━━━━━ TASK DATA
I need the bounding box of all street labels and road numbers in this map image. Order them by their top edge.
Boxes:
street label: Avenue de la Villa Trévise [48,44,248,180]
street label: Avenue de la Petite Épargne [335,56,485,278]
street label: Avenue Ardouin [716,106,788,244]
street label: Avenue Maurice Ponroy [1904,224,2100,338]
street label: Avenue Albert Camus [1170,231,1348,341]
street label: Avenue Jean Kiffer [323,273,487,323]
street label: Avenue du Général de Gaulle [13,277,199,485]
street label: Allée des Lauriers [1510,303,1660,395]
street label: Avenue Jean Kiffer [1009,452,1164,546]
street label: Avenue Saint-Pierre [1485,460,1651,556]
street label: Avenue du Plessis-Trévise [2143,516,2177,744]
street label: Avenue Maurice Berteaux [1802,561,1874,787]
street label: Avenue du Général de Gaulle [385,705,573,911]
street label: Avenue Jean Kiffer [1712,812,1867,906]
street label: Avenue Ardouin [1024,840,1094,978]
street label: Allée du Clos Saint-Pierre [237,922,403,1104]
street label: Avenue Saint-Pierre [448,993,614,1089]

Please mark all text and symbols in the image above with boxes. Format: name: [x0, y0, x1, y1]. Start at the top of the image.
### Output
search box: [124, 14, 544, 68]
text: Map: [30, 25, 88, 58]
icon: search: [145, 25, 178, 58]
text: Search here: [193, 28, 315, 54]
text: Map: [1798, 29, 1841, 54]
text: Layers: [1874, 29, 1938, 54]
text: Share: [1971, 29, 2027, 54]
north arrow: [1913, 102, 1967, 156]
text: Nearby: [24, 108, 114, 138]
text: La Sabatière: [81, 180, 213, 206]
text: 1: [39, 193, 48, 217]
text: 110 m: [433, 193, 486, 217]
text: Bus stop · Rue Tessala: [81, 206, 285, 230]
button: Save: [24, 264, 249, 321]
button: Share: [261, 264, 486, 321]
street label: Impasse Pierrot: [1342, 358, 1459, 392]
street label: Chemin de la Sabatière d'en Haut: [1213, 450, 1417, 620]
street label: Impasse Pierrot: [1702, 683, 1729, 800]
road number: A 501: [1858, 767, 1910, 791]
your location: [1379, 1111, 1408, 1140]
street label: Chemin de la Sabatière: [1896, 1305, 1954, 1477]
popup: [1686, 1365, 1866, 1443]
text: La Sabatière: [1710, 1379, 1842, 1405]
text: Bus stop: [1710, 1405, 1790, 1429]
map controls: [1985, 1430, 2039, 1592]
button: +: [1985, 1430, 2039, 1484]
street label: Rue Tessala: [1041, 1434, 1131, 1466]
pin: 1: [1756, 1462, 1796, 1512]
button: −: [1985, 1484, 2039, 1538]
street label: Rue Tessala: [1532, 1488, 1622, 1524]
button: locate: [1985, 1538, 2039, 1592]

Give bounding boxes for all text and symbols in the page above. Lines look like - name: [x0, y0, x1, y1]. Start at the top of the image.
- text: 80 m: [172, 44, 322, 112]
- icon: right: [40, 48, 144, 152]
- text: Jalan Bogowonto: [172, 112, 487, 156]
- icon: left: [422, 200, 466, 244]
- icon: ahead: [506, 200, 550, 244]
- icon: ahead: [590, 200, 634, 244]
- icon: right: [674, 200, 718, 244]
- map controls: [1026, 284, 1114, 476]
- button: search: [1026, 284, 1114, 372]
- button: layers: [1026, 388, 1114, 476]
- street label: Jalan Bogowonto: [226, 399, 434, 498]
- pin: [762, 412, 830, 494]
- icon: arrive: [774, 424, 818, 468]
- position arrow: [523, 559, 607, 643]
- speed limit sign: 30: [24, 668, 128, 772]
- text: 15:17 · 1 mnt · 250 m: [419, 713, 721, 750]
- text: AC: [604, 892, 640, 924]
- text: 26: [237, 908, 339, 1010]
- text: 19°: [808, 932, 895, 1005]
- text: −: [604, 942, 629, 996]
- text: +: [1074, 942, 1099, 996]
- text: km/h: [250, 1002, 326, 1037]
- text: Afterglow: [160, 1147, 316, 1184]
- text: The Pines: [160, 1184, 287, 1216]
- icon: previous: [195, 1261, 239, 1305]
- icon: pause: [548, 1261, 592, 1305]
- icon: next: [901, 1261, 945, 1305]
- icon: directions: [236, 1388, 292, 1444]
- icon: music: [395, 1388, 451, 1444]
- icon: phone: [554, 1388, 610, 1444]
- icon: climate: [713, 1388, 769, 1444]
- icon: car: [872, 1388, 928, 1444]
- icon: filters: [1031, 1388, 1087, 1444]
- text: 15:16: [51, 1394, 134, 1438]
━━━━━━━━━━
Copy the data above exactly. Every line must be included.

I need the bounding box of all street labels and road numbers in this map image. Order them by their top edge.
Boxes:
street label: Avenue de la Villa Trévise [48,44,248,180]
street label: Avenue de la Petite Épargne [335,56,485,278]
street label: Avenue Ardouin [716,106,788,244]
street label: Avenue Maurice Ponroy [1904,224,2100,338]
street label: Avenue Albert Camus [1170,231,1348,341]
street label: Avenue Jean Kiffer [323,273,487,323]
street label: Avenue du Général de Gaulle [13,277,199,485]
street label: Allée des Lauriers [1510,303,1660,395]
street label: Avenue Jean Kiffer [1009,452,1164,546]
street label: Avenue Saint-Pierre [1485,460,1651,556]
street label: Avenue du Plessis-Trévise [2143,516,2177,744]
street label: Avenue Maurice Berteaux [1802,561,1874,787]
street label: Avenue du Général de Gaulle [385,705,573,911]
street label: Avenue Jean Kiffer [1712,812,1867,906]
street label: Avenue Ardouin [1024,840,1094,978]
street label: Allée du Clos Saint-Pierre [237,922,403,1104]
street label: Avenue Saint-Pierre [448,993,614,1089]

Please mark all text and symbols in the image above with boxes. Format: name: [x0, y0, x1, y1]. Start at the top of the image.
### Output
search box: [124, 14, 544, 68]
text: Map: [30, 25, 88, 58]
icon: search: [145, 25, 178, 58]
text: Search here: [193, 28, 315, 54]
text: Map: [1798, 29, 1841, 54]
text: Layers: [1874, 29, 1938, 54]
text: Share: [1971, 29, 2027, 54]
north arrow: [1913, 102, 1967, 156]
text: Nearby: [24, 108, 114, 138]
text: La Sabatière: [81, 180, 213, 206]
text: 1: [39, 193, 48, 217]
text: 110 m: [433, 193, 486, 217]
text: Bus stop · Rue Tessala: [81, 206, 285, 230]
button: Save: [24, 264, 249, 321]
button: Share: [261, 264, 486, 321]
street label: Impasse Pierrot: [1342, 358, 1459, 392]
street label: Chemin de la Sabatière d'en Haut: [1213, 450, 1417, 620]
street label: Impasse Pierrot: [1702, 683, 1729, 800]
road number: A 501: [1858, 767, 1910, 791]
your location: [1379, 1111, 1408, 1140]
street label: Chemin de la Sabatière: [1896, 1305, 1954, 1477]
popup: [1686, 1365, 1866, 1443]
text: La Sabatière: [1710, 1379, 1842, 1405]
text: Bus stop: [1710, 1405, 1790, 1429]
map controls: [1985, 1430, 2039, 1592]
button: +: [1985, 1430, 2039, 1484]
street label: Rue Tessala: [1041, 1434, 1131, 1466]
pin: 1: [1756, 1462, 1796, 1512]
button: −: [1985, 1484, 2039, 1538]
street label: Rue Tessala: [1532, 1488, 1622, 1524]
button: locate: [1985, 1538, 2039, 1592]

Give bounding boxes for all text and symbols in the page above. Lines look like - name: [x0, y0, x1, y1]. Start at the top of the image.
- text: 80 m: [172, 44, 322, 112]
- icon: right: [40, 48, 144, 152]
- text: Jalan Bogowonto: [172, 112, 487, 156]
- icon: left: [422, 200, 466, 244]
- icon: ahead: [506, 200, 550, 244]
- icon: ahead: [590, 200, 634, 244]
- icon: right: [674, 200, 718, 244]
- map controls: [1026, 284, 1114, 476]
- button: search: [1026, 284, 1114, 372]
- button: layers: [1026, 388, 1114, 476]
- street label: Jalan Bogowonto: [226, 399, 434, 498]
- pin: [762, 412, 830, 494]
- icon: arrive: [774, 424, 818, 468]
- position arrow: [523, 559, 607, 643]
- speed limit sign: 30: [24, 668, 128, 772]
- text: 15:17 · 1 mnt · 250 m: [419, 713, 721, 750]
- text: AC: [604, 892, 640, 924]
- text: 26: [237, 908, 339, 1010]
- text: 19°: [808, 932, 895, 1005]
- text: −: [604, 942, 629, 996]
- text: +: [1074, 942, 1099, 996]
- text: km/h: [250, 1002, 326, 1037]
- text: Afterglow: [160, 1147, 316, 1184]
- text: The Pines: [160, 1184, 287, 1216]
- icon: previous: [195, 1261, 239, 1305]
- icon: pause: [548, 1261, 592, 1305]
- icon: next: [901, 1261, 945, 1305]
- icon: directions: [236, 1388, 292, 1444]
- icon: music: [395, 1388, 451, 1444]
- icon: phone: [554, 1388, 610, 1444]
- icon: climate: [713, 1388, 769, 1444]
- icon: car: [872, 1388, 928, 1444]
- icon: filters: [1031, 1388, 1087, 1444]
- text: 15:16: [51, 1394, 134, 1438]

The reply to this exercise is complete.